The military coup in Myanmar has spurred immediate condemnation from the global community, not just the US.
The main justification from the Myanmar military for their actions this morning are allegations of voter fraud. The election results delivered a much bigger majority for the NLD than anyone expected. Myanmar’s election commission rejected the accusations of fraud, explaining that any actual errors were not enough to impact the result of the vote. Clearly, Myanmar’s military wasn’t satisfied with that reasoning.

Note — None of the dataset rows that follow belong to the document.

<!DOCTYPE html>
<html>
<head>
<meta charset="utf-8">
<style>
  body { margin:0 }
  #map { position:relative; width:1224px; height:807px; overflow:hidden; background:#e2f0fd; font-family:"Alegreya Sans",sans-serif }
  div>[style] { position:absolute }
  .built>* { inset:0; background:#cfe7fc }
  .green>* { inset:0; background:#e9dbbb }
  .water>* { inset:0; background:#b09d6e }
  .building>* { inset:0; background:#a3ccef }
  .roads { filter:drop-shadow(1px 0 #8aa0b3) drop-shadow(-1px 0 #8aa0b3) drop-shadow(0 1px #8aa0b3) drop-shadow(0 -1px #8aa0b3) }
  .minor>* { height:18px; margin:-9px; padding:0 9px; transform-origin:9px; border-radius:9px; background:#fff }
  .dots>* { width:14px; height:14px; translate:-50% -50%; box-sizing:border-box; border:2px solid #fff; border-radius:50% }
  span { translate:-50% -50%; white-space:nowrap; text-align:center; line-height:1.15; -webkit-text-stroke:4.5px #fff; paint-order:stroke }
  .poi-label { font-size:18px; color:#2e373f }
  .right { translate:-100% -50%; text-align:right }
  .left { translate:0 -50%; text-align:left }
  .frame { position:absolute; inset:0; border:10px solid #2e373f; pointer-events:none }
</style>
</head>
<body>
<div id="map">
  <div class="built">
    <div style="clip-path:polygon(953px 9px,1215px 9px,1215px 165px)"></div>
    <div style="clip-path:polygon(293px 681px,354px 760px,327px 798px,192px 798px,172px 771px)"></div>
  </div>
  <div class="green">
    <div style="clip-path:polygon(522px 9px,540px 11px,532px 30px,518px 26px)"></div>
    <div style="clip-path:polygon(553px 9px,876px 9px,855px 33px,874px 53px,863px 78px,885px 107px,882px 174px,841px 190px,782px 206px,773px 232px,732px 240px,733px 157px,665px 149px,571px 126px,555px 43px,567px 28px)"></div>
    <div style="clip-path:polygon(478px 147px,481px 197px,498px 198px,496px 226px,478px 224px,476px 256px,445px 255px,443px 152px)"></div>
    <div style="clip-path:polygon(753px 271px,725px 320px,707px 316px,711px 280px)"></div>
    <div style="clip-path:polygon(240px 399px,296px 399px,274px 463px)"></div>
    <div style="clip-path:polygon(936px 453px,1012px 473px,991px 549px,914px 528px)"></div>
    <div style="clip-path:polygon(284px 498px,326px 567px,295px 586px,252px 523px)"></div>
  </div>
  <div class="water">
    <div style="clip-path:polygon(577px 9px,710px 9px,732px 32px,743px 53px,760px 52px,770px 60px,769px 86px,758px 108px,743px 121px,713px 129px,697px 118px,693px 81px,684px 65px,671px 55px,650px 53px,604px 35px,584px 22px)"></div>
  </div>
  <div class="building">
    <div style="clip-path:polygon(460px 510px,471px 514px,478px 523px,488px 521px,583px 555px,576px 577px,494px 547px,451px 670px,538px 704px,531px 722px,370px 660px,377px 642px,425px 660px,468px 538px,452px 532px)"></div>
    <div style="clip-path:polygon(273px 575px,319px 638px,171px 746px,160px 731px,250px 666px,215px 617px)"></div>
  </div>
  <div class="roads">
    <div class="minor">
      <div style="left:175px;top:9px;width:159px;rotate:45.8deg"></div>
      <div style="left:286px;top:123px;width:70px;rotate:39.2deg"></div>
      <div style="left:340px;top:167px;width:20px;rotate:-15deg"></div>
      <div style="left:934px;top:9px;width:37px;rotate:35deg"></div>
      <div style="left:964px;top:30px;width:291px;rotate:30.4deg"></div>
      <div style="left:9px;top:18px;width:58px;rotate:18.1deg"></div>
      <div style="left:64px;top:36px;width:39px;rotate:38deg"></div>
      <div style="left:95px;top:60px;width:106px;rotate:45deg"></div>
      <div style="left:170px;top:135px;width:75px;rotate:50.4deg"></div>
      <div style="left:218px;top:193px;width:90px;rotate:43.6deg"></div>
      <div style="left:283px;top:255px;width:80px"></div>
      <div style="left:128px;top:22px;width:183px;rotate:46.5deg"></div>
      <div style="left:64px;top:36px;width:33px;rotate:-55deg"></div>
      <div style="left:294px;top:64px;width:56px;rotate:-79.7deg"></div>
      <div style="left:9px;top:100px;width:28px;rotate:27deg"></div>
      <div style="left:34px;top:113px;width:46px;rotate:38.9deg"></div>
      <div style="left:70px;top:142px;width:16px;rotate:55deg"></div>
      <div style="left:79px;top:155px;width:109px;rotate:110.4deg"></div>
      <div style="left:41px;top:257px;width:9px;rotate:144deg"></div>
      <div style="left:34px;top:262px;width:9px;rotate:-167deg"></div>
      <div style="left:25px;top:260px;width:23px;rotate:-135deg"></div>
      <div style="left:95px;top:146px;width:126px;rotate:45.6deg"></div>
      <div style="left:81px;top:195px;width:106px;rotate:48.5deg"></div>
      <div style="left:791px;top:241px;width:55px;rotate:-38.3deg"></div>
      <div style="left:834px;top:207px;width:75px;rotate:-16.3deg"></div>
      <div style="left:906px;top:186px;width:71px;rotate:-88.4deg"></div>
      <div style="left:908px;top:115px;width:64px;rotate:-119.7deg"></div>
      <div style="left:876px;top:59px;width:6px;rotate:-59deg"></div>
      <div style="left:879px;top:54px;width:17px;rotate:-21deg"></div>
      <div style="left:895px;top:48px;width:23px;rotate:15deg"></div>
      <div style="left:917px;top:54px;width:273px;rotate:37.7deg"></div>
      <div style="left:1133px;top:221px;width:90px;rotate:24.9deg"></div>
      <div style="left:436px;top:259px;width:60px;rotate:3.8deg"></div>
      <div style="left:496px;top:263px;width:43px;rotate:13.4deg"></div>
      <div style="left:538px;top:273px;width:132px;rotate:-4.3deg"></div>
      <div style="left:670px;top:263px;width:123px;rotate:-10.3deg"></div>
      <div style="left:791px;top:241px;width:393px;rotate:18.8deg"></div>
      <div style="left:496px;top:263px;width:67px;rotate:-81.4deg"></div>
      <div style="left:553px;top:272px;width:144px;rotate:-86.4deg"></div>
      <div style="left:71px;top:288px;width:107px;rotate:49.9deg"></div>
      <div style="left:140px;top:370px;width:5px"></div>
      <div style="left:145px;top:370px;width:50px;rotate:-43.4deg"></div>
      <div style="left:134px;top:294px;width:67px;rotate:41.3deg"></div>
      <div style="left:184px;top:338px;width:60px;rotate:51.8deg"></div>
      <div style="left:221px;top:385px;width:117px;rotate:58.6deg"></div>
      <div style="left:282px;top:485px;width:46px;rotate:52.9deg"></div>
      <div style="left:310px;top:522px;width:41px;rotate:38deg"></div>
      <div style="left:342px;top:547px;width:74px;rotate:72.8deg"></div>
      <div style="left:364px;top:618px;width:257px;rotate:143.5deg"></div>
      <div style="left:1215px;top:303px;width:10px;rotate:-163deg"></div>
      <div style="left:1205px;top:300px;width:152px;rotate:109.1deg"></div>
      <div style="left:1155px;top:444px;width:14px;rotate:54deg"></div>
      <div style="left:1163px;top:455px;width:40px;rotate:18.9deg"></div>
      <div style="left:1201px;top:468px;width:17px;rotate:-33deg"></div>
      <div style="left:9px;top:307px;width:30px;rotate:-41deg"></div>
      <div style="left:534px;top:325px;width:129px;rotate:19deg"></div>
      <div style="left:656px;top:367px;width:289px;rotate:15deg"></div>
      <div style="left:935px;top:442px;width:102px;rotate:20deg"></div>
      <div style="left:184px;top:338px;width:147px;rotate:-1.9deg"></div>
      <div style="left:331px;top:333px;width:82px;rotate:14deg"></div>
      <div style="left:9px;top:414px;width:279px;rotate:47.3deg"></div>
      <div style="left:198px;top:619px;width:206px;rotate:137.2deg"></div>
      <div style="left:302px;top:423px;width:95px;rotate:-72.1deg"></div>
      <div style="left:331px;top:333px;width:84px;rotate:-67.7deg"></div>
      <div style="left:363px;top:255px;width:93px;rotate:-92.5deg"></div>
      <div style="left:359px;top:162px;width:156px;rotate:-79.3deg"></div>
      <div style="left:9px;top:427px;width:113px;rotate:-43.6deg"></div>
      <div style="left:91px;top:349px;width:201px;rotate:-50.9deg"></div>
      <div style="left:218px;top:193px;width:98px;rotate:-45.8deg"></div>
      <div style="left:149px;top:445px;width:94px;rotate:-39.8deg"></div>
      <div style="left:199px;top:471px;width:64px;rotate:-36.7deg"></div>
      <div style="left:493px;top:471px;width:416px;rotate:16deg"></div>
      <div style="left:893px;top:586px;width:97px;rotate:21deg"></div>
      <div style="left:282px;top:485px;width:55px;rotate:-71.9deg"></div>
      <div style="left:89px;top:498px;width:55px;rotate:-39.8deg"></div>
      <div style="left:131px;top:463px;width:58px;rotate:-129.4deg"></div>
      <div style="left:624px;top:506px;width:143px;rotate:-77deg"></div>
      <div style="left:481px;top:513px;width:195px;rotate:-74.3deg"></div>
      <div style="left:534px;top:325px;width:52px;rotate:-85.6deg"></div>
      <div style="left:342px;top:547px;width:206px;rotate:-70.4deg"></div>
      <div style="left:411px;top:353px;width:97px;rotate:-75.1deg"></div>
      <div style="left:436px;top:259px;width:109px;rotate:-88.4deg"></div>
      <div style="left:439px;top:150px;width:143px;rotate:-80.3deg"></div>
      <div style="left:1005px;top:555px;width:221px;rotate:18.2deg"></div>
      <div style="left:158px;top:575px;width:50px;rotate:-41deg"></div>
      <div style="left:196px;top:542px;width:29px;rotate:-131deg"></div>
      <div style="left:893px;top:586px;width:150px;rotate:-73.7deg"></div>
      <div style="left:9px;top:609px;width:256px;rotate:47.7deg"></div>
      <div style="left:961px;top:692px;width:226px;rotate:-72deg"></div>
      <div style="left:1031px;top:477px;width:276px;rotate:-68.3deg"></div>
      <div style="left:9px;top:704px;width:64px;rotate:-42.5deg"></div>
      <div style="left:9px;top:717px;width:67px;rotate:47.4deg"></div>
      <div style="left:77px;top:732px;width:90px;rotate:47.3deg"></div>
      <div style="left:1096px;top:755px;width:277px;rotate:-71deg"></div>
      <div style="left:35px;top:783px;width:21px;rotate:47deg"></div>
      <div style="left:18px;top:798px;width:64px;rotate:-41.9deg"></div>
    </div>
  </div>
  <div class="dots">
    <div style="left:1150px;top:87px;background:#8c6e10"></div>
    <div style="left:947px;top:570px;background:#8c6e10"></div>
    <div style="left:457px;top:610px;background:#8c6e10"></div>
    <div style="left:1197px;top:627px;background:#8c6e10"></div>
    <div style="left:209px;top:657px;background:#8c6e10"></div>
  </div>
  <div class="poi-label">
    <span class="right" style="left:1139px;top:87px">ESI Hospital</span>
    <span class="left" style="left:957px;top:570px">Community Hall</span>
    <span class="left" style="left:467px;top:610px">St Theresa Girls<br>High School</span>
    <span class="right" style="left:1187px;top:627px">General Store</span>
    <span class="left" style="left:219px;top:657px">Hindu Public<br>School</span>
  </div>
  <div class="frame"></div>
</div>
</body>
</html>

Min Aung Hlaing’s office released a statement after he took power this morning. In it, Myanmar’s new leader declared the country in a state of emergency for a year. Elections will take place only after the election commission has been “re-constituted” and voter lists have been investigated.
Following news of the coup, Thant Myint-U, a well-known Myanmar historian & author, expressed unsettling sentiments on Twitter: “I have a sinking feeling that no one will really be able to control what comes next. And remember Myanmar’s a country awash in weapons, with deep divisions across ethnic and religious lines, where millions can barely feed themselves.”
Julio Olivera is an independent filmmaker and podcaster based in Austin, Texas. A native Peruvian, Julio fell in love with American media early on and has made it a constant driving force in his life since moving to the U.S.